On the contrary, it is necessary for Greece to move forward with experiments and innovations for an integrated urban development as well as urban policies that would focus on solving contemporary housing challenges 9 (which are inextricably linked to the development of urban space).
Moreover, the direct link that exists between urban interventions and investments and the availability of affordable housing should be highlighted. There is a need for urban policies and urban planning to take precautionary measures with regard to the negative impact that they may have on the issue of access to housing and on the estimated property price (upward) changes.

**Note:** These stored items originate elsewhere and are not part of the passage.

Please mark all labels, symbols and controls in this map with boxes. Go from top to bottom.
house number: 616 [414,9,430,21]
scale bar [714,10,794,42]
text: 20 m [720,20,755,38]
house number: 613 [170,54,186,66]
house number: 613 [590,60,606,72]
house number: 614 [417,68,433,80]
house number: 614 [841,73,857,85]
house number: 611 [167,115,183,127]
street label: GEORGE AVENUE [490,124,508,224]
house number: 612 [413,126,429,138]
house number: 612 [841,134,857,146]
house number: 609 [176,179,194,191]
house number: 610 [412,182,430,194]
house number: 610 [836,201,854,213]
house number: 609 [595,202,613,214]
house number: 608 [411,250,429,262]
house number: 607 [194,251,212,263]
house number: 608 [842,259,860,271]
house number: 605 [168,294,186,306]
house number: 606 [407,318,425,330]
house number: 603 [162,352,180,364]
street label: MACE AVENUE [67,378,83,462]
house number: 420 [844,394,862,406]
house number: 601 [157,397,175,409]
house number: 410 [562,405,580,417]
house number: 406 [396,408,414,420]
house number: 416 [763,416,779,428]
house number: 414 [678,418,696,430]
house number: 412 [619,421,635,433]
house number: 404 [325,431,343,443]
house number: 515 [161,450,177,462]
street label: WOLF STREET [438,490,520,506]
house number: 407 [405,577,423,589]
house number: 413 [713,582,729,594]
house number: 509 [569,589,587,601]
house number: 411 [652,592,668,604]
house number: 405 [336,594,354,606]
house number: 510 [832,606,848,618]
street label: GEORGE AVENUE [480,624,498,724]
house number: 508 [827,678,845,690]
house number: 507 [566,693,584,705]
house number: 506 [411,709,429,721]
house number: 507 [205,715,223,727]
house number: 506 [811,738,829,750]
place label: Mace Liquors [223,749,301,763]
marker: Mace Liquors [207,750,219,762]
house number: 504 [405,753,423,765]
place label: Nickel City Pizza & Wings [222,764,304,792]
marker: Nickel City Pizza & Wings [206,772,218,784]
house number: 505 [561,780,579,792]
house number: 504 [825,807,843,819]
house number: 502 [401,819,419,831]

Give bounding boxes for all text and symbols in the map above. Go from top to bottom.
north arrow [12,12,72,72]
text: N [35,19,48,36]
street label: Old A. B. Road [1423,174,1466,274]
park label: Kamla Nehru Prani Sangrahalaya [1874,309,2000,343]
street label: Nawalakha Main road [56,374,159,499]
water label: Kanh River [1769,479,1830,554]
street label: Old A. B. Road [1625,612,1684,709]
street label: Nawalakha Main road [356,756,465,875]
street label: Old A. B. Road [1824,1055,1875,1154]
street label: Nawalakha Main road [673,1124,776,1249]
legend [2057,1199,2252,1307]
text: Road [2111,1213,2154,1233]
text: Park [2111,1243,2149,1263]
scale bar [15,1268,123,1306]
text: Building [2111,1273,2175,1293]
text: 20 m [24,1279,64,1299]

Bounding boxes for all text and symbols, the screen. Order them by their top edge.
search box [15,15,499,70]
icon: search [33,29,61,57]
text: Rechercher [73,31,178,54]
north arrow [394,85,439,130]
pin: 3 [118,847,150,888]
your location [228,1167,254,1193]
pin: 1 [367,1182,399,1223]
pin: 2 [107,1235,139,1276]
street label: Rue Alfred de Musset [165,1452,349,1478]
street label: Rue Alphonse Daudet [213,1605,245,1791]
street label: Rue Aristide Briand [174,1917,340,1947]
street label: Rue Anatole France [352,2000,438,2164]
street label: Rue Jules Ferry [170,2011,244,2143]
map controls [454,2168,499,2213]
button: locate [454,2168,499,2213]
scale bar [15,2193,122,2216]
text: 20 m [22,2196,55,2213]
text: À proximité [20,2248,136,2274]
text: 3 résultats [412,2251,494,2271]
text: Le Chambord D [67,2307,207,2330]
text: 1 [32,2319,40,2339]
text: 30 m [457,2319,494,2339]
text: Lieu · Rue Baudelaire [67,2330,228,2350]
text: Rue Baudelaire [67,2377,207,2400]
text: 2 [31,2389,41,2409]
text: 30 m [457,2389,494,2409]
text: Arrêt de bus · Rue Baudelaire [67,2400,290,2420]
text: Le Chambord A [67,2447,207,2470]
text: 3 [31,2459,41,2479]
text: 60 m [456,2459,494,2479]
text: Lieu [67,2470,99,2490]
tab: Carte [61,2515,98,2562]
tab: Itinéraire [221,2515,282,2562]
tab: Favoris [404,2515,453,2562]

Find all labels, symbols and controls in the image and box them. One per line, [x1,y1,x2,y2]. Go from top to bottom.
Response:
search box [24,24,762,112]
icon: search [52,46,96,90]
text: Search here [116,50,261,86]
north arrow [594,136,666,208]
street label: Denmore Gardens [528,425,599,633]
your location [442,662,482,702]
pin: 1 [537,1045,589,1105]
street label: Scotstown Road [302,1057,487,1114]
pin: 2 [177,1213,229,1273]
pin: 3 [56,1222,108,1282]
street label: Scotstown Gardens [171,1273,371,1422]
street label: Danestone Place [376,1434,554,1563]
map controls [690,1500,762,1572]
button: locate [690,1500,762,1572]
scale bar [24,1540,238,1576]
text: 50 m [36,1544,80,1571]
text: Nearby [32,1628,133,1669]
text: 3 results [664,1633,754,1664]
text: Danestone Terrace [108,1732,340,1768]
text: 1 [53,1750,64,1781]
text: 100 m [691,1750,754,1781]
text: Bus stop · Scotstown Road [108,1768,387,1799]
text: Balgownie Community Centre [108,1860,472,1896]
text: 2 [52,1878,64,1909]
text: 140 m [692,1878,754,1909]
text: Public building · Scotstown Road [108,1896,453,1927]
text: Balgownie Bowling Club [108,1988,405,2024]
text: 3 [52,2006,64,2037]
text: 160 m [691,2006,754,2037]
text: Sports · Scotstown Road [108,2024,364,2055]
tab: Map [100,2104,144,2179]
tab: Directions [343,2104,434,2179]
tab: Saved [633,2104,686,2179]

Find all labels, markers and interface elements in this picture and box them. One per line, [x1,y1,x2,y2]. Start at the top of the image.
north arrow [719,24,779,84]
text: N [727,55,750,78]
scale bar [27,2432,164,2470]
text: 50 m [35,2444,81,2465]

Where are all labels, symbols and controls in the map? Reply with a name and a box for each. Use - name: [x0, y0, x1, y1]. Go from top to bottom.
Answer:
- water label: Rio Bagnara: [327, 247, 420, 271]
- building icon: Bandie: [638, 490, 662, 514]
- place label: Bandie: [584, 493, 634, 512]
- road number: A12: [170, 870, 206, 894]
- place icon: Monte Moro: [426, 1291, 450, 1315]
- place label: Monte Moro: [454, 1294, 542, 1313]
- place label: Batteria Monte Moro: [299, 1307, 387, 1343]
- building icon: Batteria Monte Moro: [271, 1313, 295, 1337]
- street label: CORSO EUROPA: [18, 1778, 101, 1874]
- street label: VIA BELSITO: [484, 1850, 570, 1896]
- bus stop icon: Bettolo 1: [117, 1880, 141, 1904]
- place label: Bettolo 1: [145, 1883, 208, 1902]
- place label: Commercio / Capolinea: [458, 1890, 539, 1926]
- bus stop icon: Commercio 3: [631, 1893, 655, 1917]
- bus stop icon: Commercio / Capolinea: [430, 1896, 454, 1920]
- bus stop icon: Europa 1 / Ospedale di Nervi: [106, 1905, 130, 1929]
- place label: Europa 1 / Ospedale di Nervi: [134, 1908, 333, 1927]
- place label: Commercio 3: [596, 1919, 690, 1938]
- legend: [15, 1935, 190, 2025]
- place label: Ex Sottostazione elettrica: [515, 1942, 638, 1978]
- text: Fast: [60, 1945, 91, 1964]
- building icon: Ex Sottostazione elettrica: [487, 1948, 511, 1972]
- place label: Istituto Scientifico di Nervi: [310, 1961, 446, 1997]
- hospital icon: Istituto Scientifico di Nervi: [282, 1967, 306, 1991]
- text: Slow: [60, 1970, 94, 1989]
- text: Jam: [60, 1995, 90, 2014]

All of the above cannot go forward unless there is a mechanism in place that would be encharged with the documentation (data collection) and monitoring (formulation of indicators and tools) in order to update and inform all planning (evidence-based), and with the continuous evaluation of the economic, environmental and social impacts of urban policies. The creation of an observatory is also stipulated in the 2014 Regulatory Plan for Athens (No. 37), but has not been implemented to date. Similar methodologies have been developed in the context of scientific works and are a key direction of international and European organisations.
Finally, it is crucial to recognise, on a practical level, the importance of participation as a right that citizens have in democratic governance, but also to view it as a prerequisite for a just city.
In Greece, public consultation is limited to legal obligations, i.e. discussions in regional and municipal councils and the publication of the respective environmental impact study when an urban planning project/ intervention has been completed and approved. Instead, what is required is the establishment of procedures and spaces for continuous, open consultation and participation at all stages of planning, incorporating demands and different perspectives on the city.